В предисловии к поэме Шелли дает глубокую характеристику послереволюционной эпохи в Европе. Он говорит о панике, отчаянии и унынии, которые овладели человечеством после поражения французской революции. Причину этого Шелли находит в ошибочном преувеличении той исторической ограниченности и противоречивости революции, которые были порождены конкретными условиями страны и времени, в придании им абсолютного значения. «Многие из наиболее пылких и чувствительных ревнителей общественного блага, — пишет Шелли, — потерпели моральный крах, потому что в их одностороннем восприятии прискорбный ход событий, казалось, возвещал плачевную гибель всех их заветных надежд. Вот почему уныние и мизантропия стали знамением нашего времени, прибежищем разочарованных, бессознательно находящих облегчение в своенравном преувеличении собственного отчаяния.

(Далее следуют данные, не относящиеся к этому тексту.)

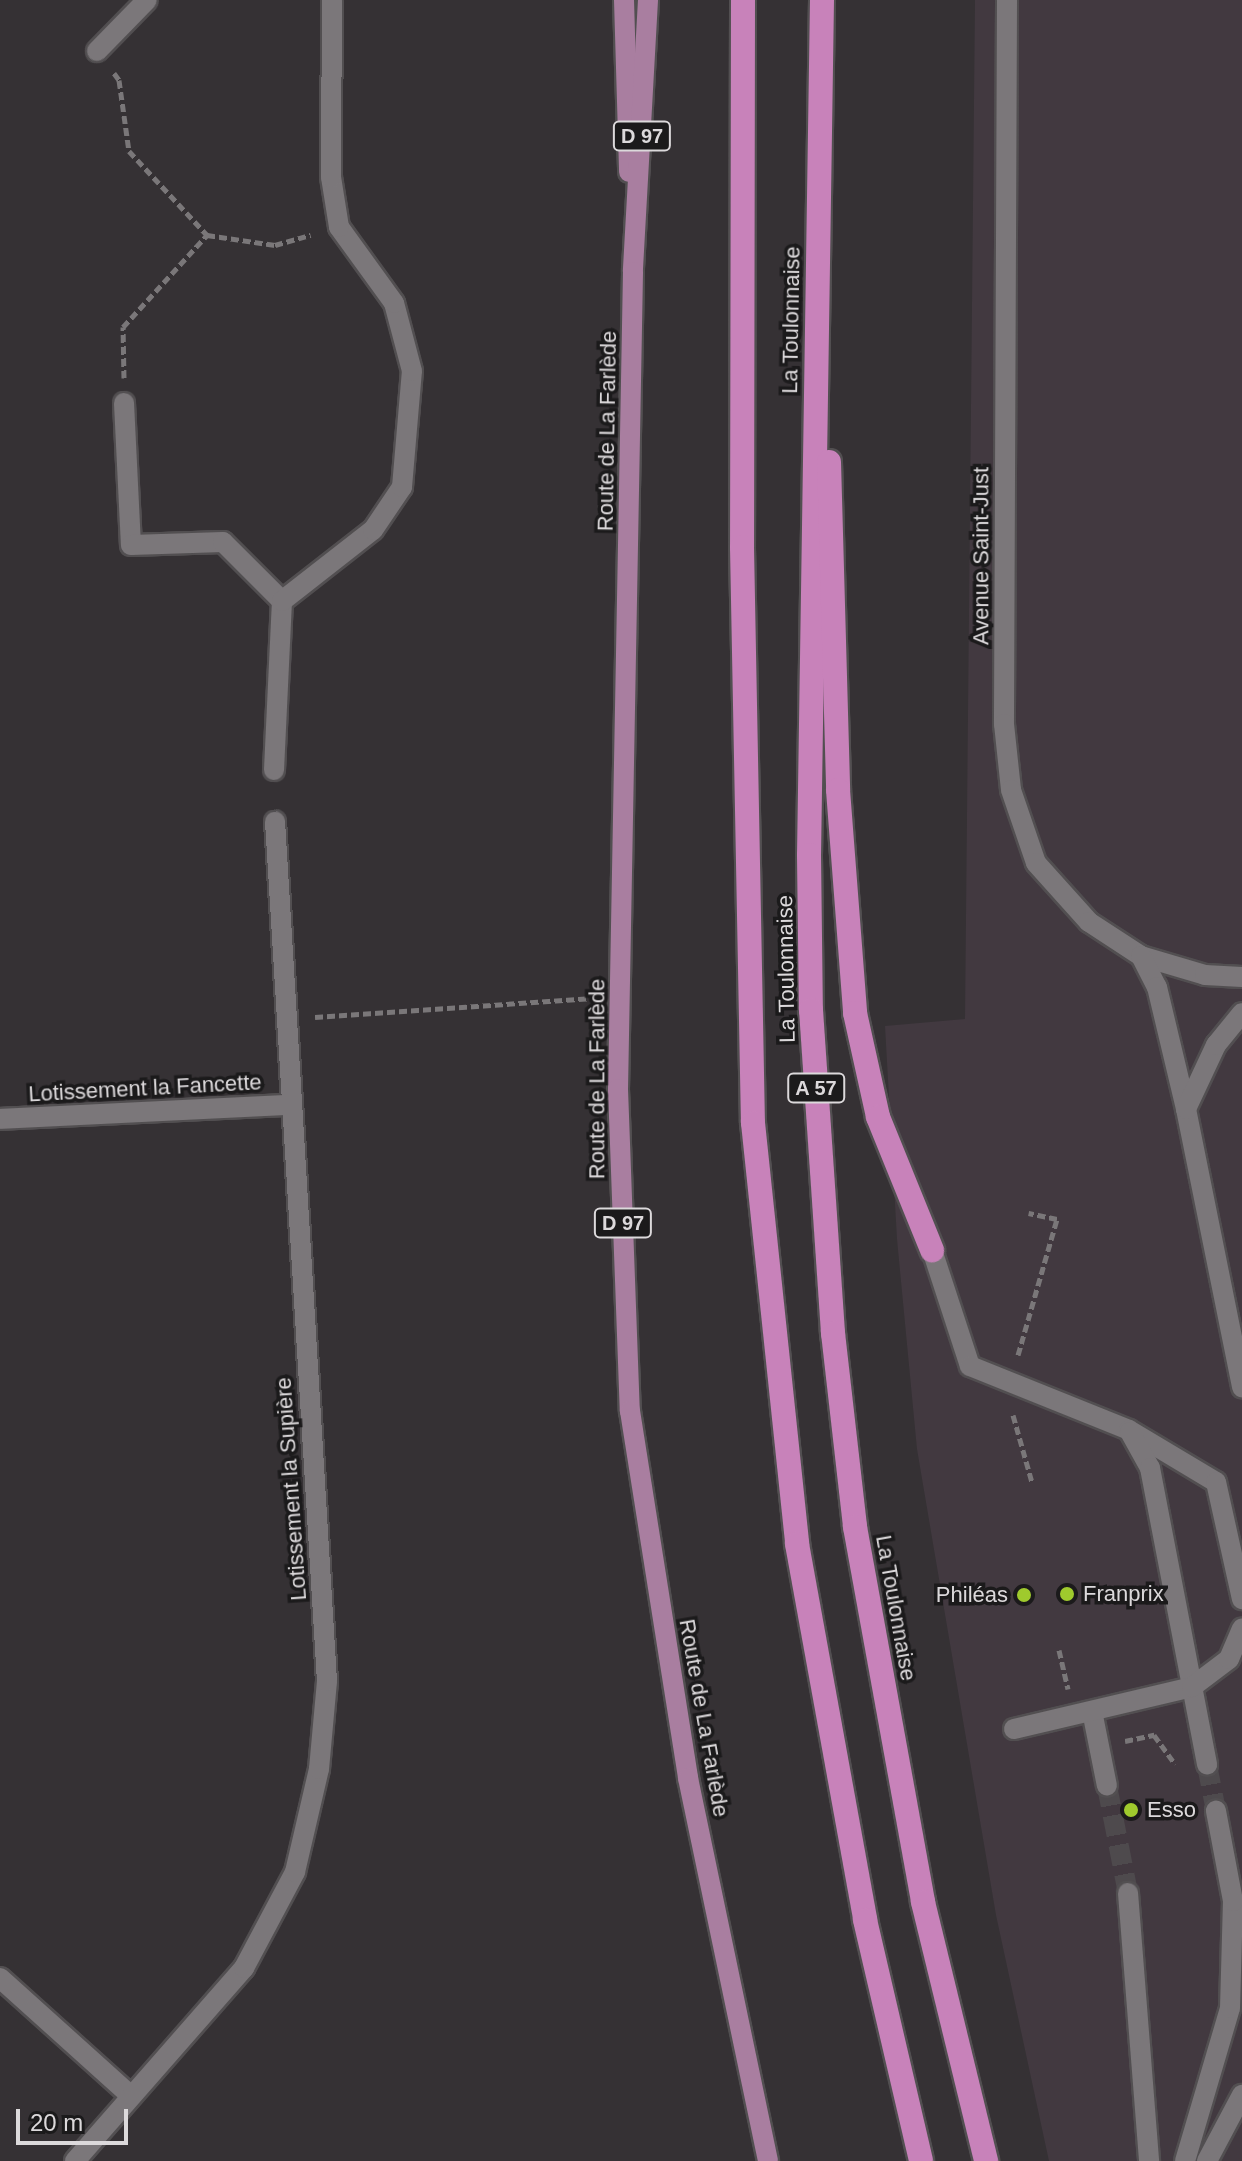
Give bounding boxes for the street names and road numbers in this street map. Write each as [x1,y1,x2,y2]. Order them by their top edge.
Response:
road number: D 97 [612,120,672,152]
street label: La Toulonnaise [777,246,805,394]
street label: Route de La Farlède [592,330,622,532]
street label: Avenue Saint-Just [968,467,994,645]
street label: La Toulonnaise [772,895,800,1043]
street label: Route de La Farlède [584,979,610,1179]
street label: Lotissement la Fancette [28,1069,262,1107]
road number: A 57 [786,1072,846,1104]
road number: D 97 [593,1207,653,1239]
street label: Lotissement la Supière [270,1376,312,1602]
street label: La Toulonnaise [870,1533,922,1683]
street label: Route de La Farlède [674,1617,734,1819]

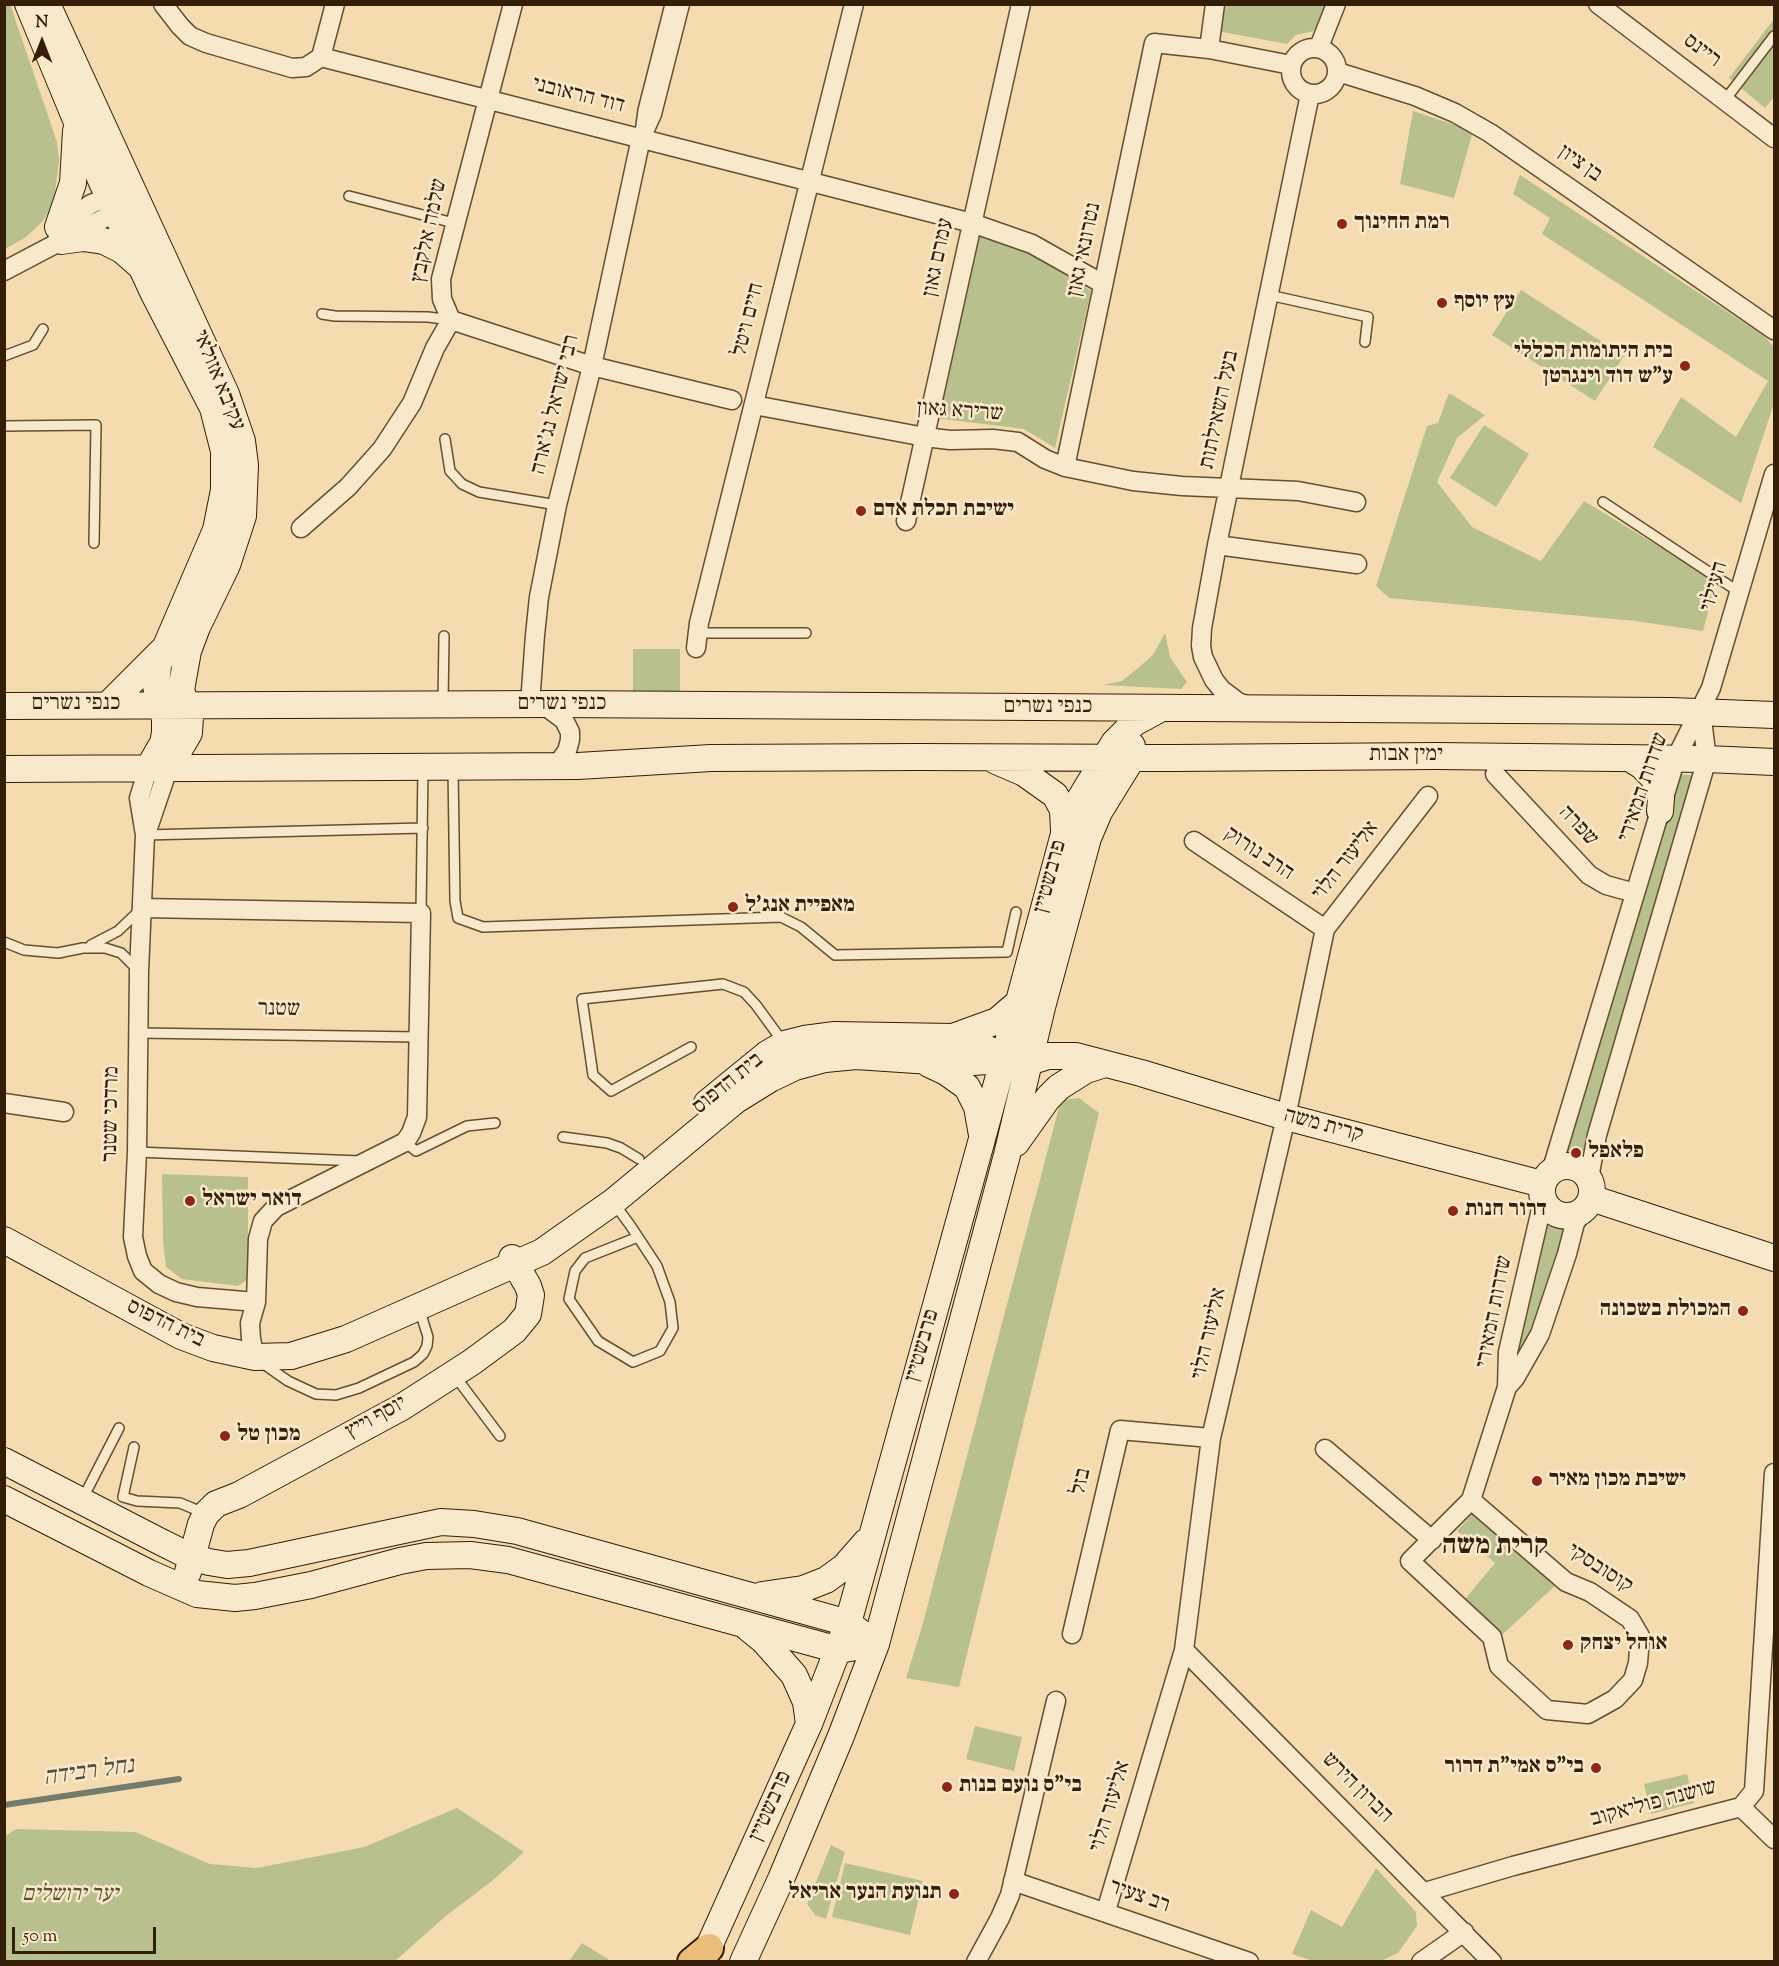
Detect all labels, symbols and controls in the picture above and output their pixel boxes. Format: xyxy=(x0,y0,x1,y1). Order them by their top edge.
north arrow xyxy=(12,12,72,72)
text: N xyxy=(36,12,48,35)
street label: ריינס xyxy=(1677,29,1725,75)
street label: דוד הראובני xyxy=(529,73,627,121)
street label: בן ציון xyxy=(1552,140,1606,190)
street label: שלמה אלקבץ xyxy=(407,177,455,285)
street label: נטרונאי גאון xyxy=(1063,201,1109,299)
place label: רמת החינוך xyxy=(1354,211,1450,237)
street label: עמרם גאון xyxy=(919,216,961,300)
marker: רמת החינוך xyxy=(1335,217,1349,231)
street label: חיים ויטל xyxy=(728,280,772,360)
place label: עץ יוסף xyxy=(1454,290,1515,316)
marker: עץ יוסף xyxy=(1435,296,1449,310)
street label: עקיבא אזולאי xyxy=(185,327,249,435)
street label: רבי ישראל נג'ארה xyxy=(527,332,587,478)
place label: בית היתומות הכללי ע"ש דוד וינגרטן xyxy=(1514,340,1673,392)
street label: בעל השאילתות xyxy=(1196,348,1246,472)
marker: בית היתומות הכללי ע"ש דוד וינגרטן xyxy=(1678,359,1692,373)
street label: שרירא גאון xyxy=(916,397,1004,429)
place label: ישיבת תכלת אדם xyxy=(873,498,1014,524)
marker: ישיבת תכלת אדם xyxy=(854,504,868,518)
street label: העילוי xyxy=(1696,559,1736,615)
street label: כנפי נשרים xyxy=(32,692,120,718)
street label: כנפי נשרים xyxy=(518,692,606,718)
street label: כנפי נשרים xyxy=(1004,695,1092,721)
street label: שדרות המאירי xyxy=(1614,730,1676,846)
street label: ימין אבות xyxy=(1369,743,1443,769)
street label: שפרה xyxy=(1551,801,1603,853)
street label: אליעזר הלוי xyxy=(1308,817,1386,907)
street label: הרב נורוק xyxy=(1218,822,1298,888)
street label: פרבשטיין xyxy=(1030,838,1074,916)
place label: מאפיית אנג'ל xyxy=(745,894,855,920)
marker: מאפיית אנג'ל xyxy=(726,900,740,914)
street label: שטנר xyxy=(257,997,301,1025)
street label: בית הדפוס xyxy=(688,1048,770,1122)
street label: מרדכי שטנר xyxy=(99,1066,127,1162)
street label: קרית משה xyxy=(1280,1104,1366,1150)
place label: פלאפל xyxy=(1588,1140,1644,1166)
marker: פלאפל xyxy=(1569,1146,1583,1160)
place label: דואר ישראל xyxy=(202,1188,302,1214)
marker: דואר ישראל xyxy=(183,1194,197,1208)
place label: דרור חנות xyxy=(1465,1198,1547,1224)
marker: דרור חנות xyxy=(1446,1204,1460,1218)
street label: שדרות המאירי xyxy=(1472,1254,1520,1370)
street label: אליעזר הלוי xyxy=(1188,1285,1234,1383)
street label: בית הדפוס xyxy=(122,1295,208,1355)
place label: המכולת בשכונה xyxy=(1600,1298,1731,1324)
marker: המכולת בשכונה xyxy=(1736,1304,1750,1318)
street label: פרבשטיין xyxy=(901,1307,947,1385)
street label: יוסף וייץ xyxy=(342,1392,412,1446)
place label: מכון טל xyxy=(237,1423,301,1449)
marker: מכון טל xyxy=(218,1429,232,1443)
street label: בזל xyxy=(1067,1466,1099,1498)
place label: ישיבת מכון מאיר xyxy=(1549,1468,1686,1494)
marker: ישיבת מכון מאיר xyxy=(1530,1474,1544,1488)
district label: קרית משה xyxy=(1442,1531,1548,1565)
street label: קוסובסקי xyxy=(1561,1539,1637,1601)
place label: אוהל יצחק xyxy=(1580,1632,1668,1658)
marker: אוהל יצחק xyxy=(1561,1638,1575,1652)
street label: הברון הירש xyxy=(1315,1748,1397,1830)
water label: נחל רבידה xyxy=(42,1753,136,1795)
place label: בי"ס אמי"ת דרור xyxy=(1445,1755,1584,1781)
street label: אליעזר הלוי xyxy=(1086,1758,1138,1856)
marker: בי"ס אמי"ת דרור xyxy=(1589,1761,1603,1775)
street label: פרבשטיין xyxy=(745,1768,799,1846)
place label: בי"ס נועם בנות xyxy=(959,1774,1082,1800)
street label: שושנה פוליאקוב xyxy=(1588,1775,1720,1835)
marker: בי"ס נועם בנות xyxy=(940,1780,954,1794)
street label: רב צעיר xyxy=(1105,1875,1173,1921)
place label: תנועת הנער אריאל xyxy=(789,1881,942,1907)
park label: יער ירושלים xyxy=(22,1883,118,1909)
marker: תנועת הנער אריאל xyxy=(947,1887,961,1901)
scale bar xyxy=(15,1915,159,1953)
text: 50 m xyxy=(23,1924,57,1950)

Наши романы и стихи омрачены тем же заразительным унынием».

Всегда будучи противником этого отчаяния и уныния, Шелли даже в самые тяжелые для него годы боролся с этими настроениями. Теперь же он чувствует, что эпохе отчаяния приходит конец, что опыт французской революции не столь печален, сколь поучителен. Шелли видит, что мир пробуждается, что в этом — залог грядущего выхода из сегодняшнего оцепенелого состояния. Шелли уловил, очевидно, тот подспудный процесс собирания революционных сил, который уже в 1819 г. обнаружит себя в открытой схватке английских рабочих с правительственными войсками под Манчестером, а в 1820-х гг. — в серии прокатившихся по Европе национально-освободительных выступлений. «Мне думается, — пишет Шелли, — что для нынешнего поколения пора отчаяния уже позади... Панический ужас, охвативший, подобно эпидемии, все слои общества при виде крайностей Французской революции, постепенно уступает место здравым суждениям. Мы уже не полагаем, что целые поколения должны смириться с мрачным царством невежества и несчастья только потому, что народ, веками пребывавший в рабстве и темноте, не сумел выказать мудрости и спокойствия, свойственных свободным людям, когда часть его оков была разбита... Мне кажется, что человечество уже выходит из этого оцепенения. Мне думается, что я вижу признаки медленной, постепенной, незаметной перемены. С этой уверенностью я и написал свою Поэму».

Следует отметить, что одновременно с Шелли сходные мысли выражал и Р. Оуэн. В речах 1817 г. он говорит о близости «великих перемен» в обществе и предлагает ряд планов для того, чтобы ввести их в мирное русло. «Я видел бедные и рабочие классы, — говорит Оуэн, — живущие в таких условиях, которые естественно сопровождаются страданиями для них самих и для их потомства; если эти условия будут существовать и дальше, то они деморализуют общество и приведут к насильственному ниспровержению всей социальной системы». Шелли и Оуэн, как видим, говорят об одних и тех же процессах. Но если Оуэн стремится всеми средствами предупредить революцию, добиться разрешения общественного кризиса мирным путем, то Шелли, предчувствуя грядущие события, не спешит вынести им свое осуждение. Он обращается к опыту прошлого, чтобы до конца понять настоящее.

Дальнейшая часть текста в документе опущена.